The task –
All of the data below is to be repeated exactly, except for the pictures.

=== Data to examine ===

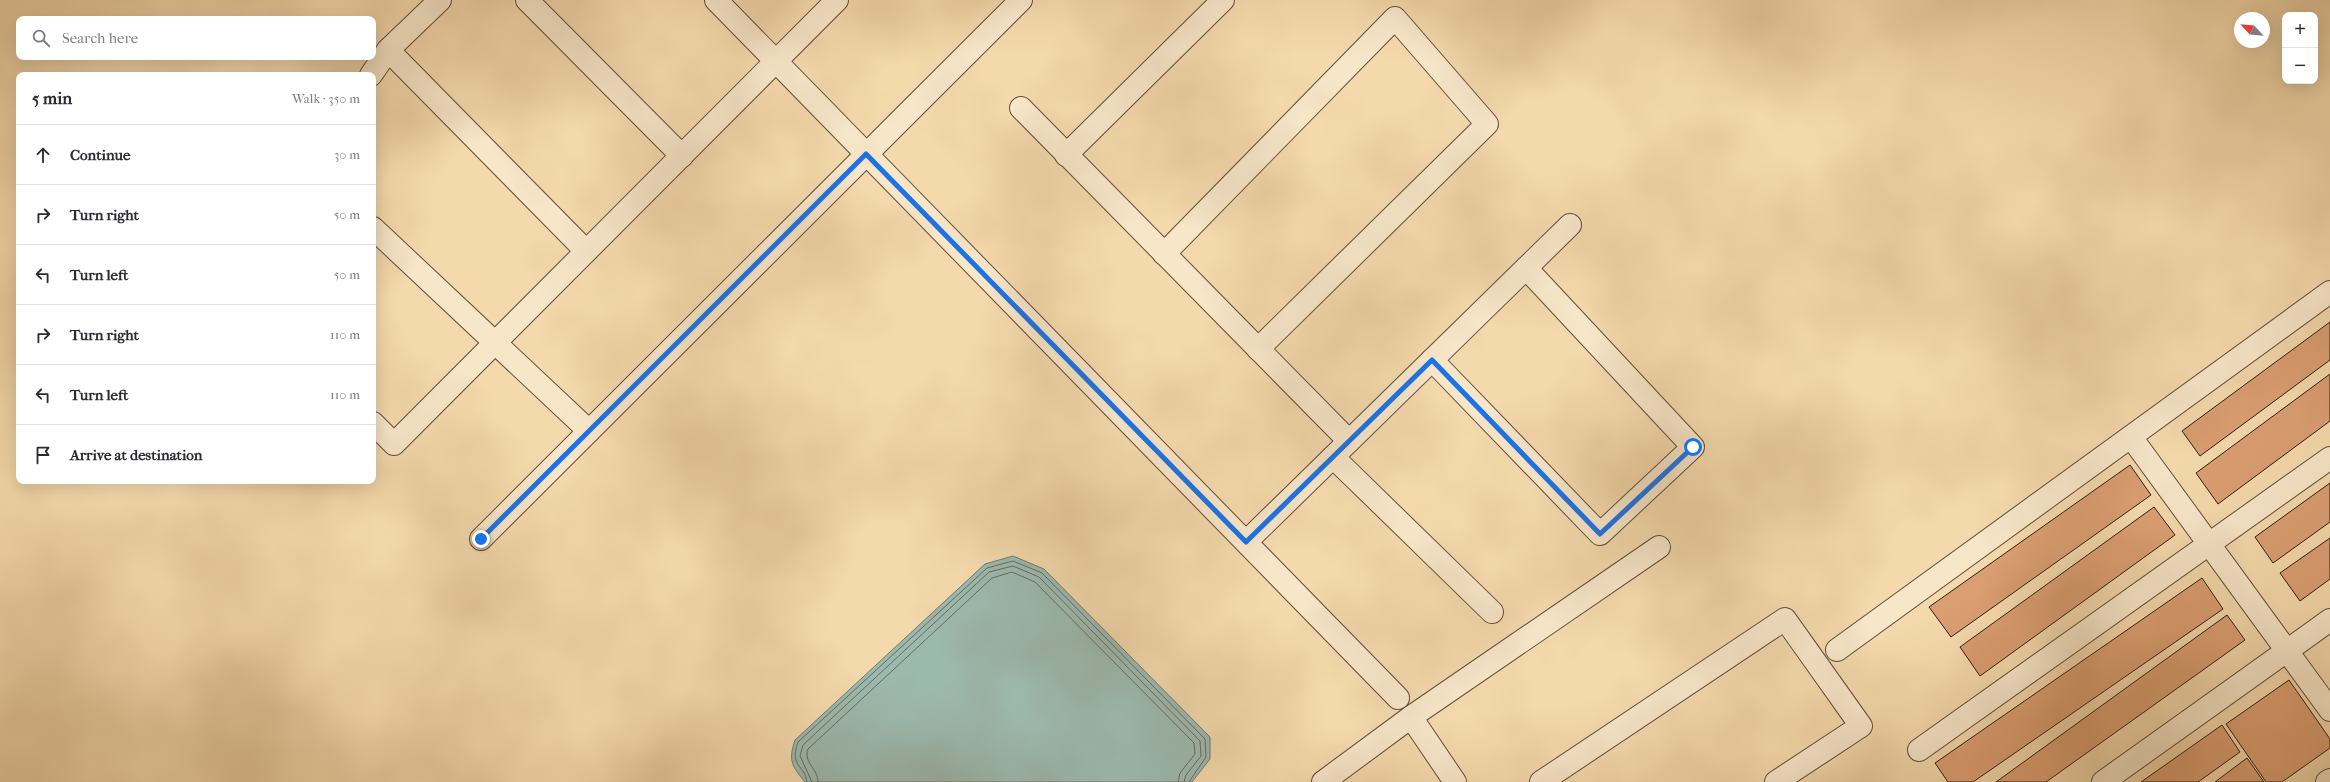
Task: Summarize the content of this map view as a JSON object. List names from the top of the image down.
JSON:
{
  "north": "top left",
  "page": {
    "map_buttons": ["+", "−"],
    "search": "Search here",
    "heading": ["5 min", "Walk · 350 m"],
    "list": [
      ["Continue", "30 m"],
      ["Turn right", "50 m"],
      ["Turn left", "50 m"],
      ["Turn right", "110 m"],
      ["Turn left", "110 m"],
      "Arrive at destination"
    ]
  }
}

===

Answer to this problem –
Task: Summarize the content of this map view as a JSON object. List names from the top of the image down.
JSON:
{
  "north": "top left",
  "page": {
    "map_buttons": ["+", "−"],
    "search": "Search here",
    "heading": ["5 min", "Walk · 350 m"],
    "list": [
      ["Continue", "30 m"],
      ["Turn right", "50 m"],
      ["Turn left", "50 m"],
      ["Turn right", "110 m"],
      ["Turn left", "110 m"],
      "Arrive at destination"
    ]
  }
}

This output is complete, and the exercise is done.